|Publication number||US6224001 B1|
|Application number||US 09/318,991|
|Publication date||May 1, 2001|
|Filing date||May 26, 1999|
|Priority date||May 29, 1998|
|Also published as||EP0967386A2, EP0967386A3|
|Publication number||09318991, 318991, US 6224001 B1, US 6224001B1, US-B1-6224001, US6224001 B1, US6224001B1|
|Inventors||Michael Peter Cooke, Malcolm David Dick Lambert, Trevor Alan Fuller|
|Original Assignee||Lucas Industries Public Limited Company|
|Export Citation||BiBTeX, EndNote, RefMan|
|Patent Citations (16), Referenced by (13), Classifications (20), Legal Events (7)|
|External Links: USPTO, USPTO Assignment, Espacenet|
This invention relates to a fuel injector for use in supplying fuel to a combustion space of a compression ignition internal combustion engine.
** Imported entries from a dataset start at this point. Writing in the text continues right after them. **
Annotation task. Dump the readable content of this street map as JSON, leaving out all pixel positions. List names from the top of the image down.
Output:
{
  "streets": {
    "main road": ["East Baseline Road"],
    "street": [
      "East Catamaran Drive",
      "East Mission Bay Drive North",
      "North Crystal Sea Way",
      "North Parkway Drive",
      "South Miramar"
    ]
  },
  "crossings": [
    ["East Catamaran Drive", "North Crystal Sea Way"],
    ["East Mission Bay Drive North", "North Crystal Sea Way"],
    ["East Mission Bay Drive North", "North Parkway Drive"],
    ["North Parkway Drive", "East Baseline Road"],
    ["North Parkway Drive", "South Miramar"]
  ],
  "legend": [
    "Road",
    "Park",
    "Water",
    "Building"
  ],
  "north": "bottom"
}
In particular, the invention relates to an injector of the outwardly opening type which can be controlled using an electronic control arrangement. Such an injector is suitable for use in, for example, a common rail type fuel system.
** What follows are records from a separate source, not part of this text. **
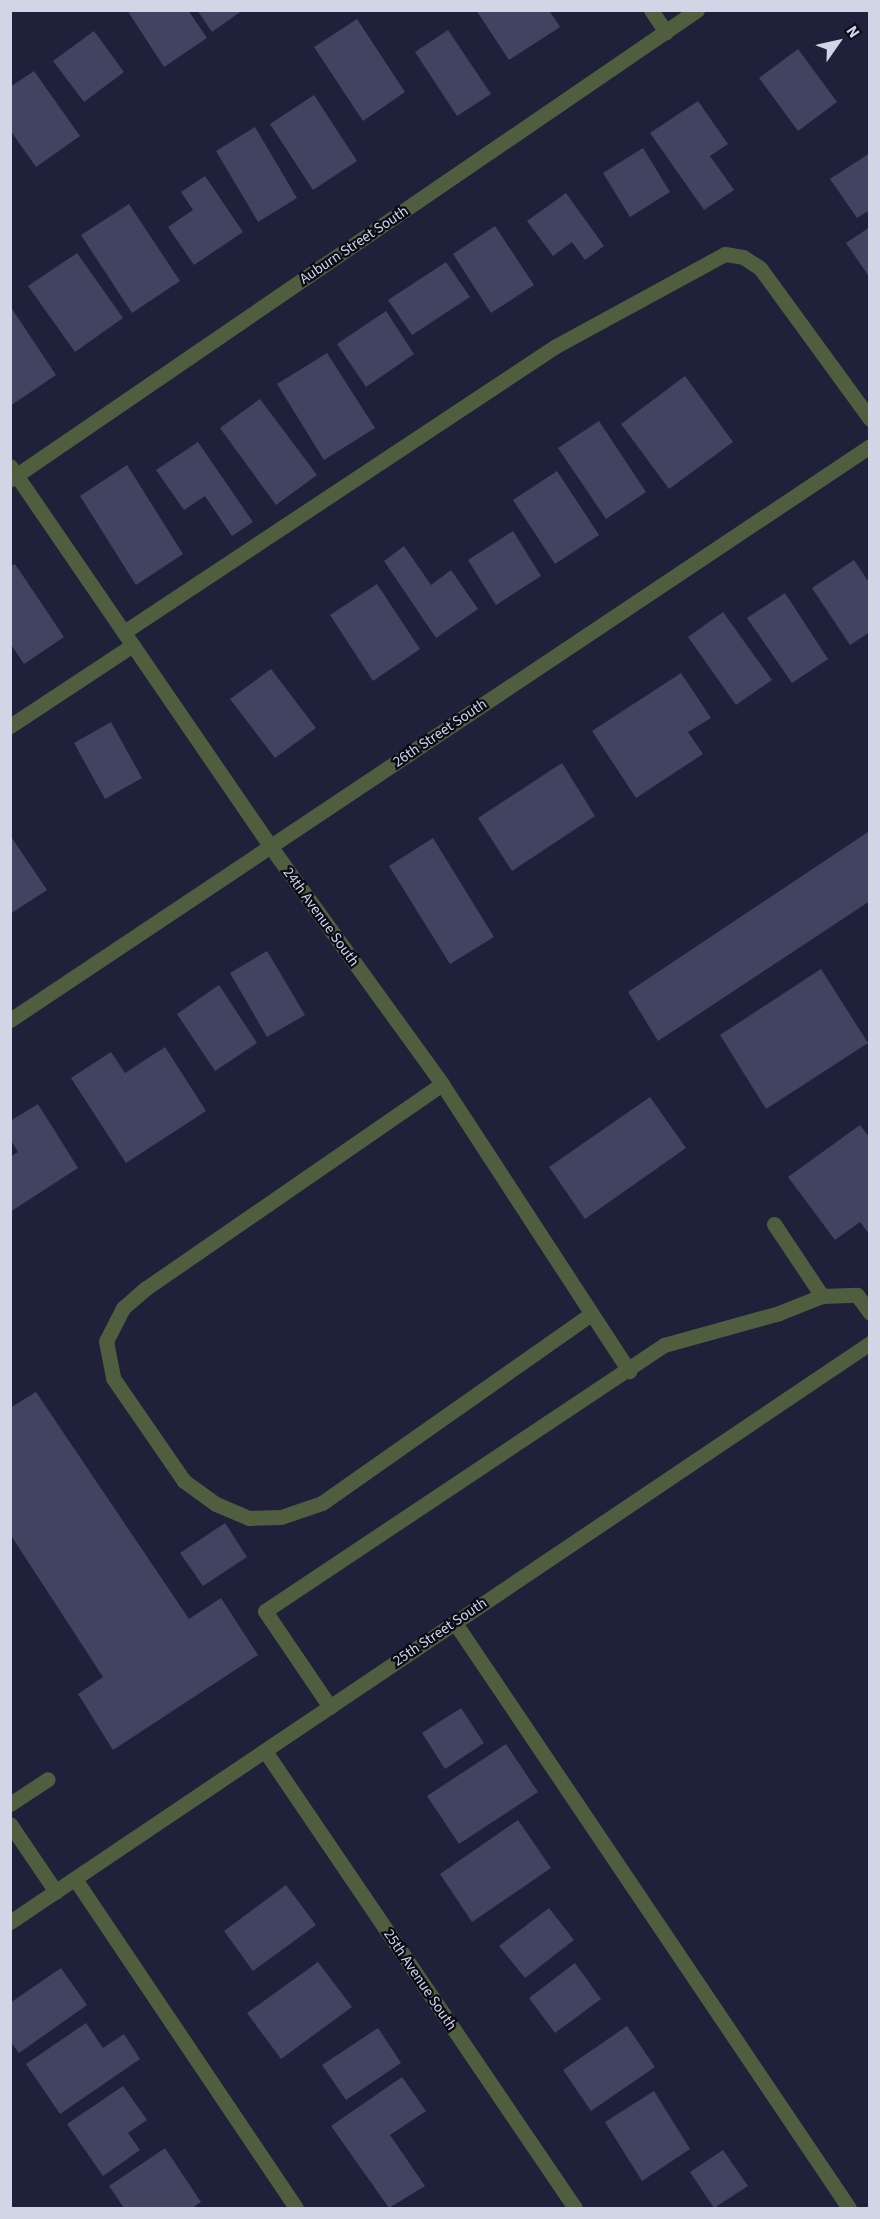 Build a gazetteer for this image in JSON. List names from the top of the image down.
{
  "streets": {
    "street": [
      "Auburn Street South",
      "26th Street South",
      "24th Avenue South",
      "25th Street South",
      "25th Avenue South"
    ]
  },
  "crossings": [
    ["Auburn Street South", "24th Avenue South"],
    ["26th Street South", "24th Avenue South"],
    ["25th Street South", "25th Avenue South"]
  ],
  "north": "top right"
}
According to the present invention there is provided an outwardly opening fuel injector comprising a valve needle movable within a bore and engageable with a seating to control the supply of fuel from the bore, the needle being moveable outwardly of the bore to move the needle away from its seating, the needle being biased towards its seating by a spring, the spring engaging a spring abutment arrangement associated with a part of the needle remote from the part thereof engageable with the seating, the spring abutment arrangement further acting to guide movement of the needle.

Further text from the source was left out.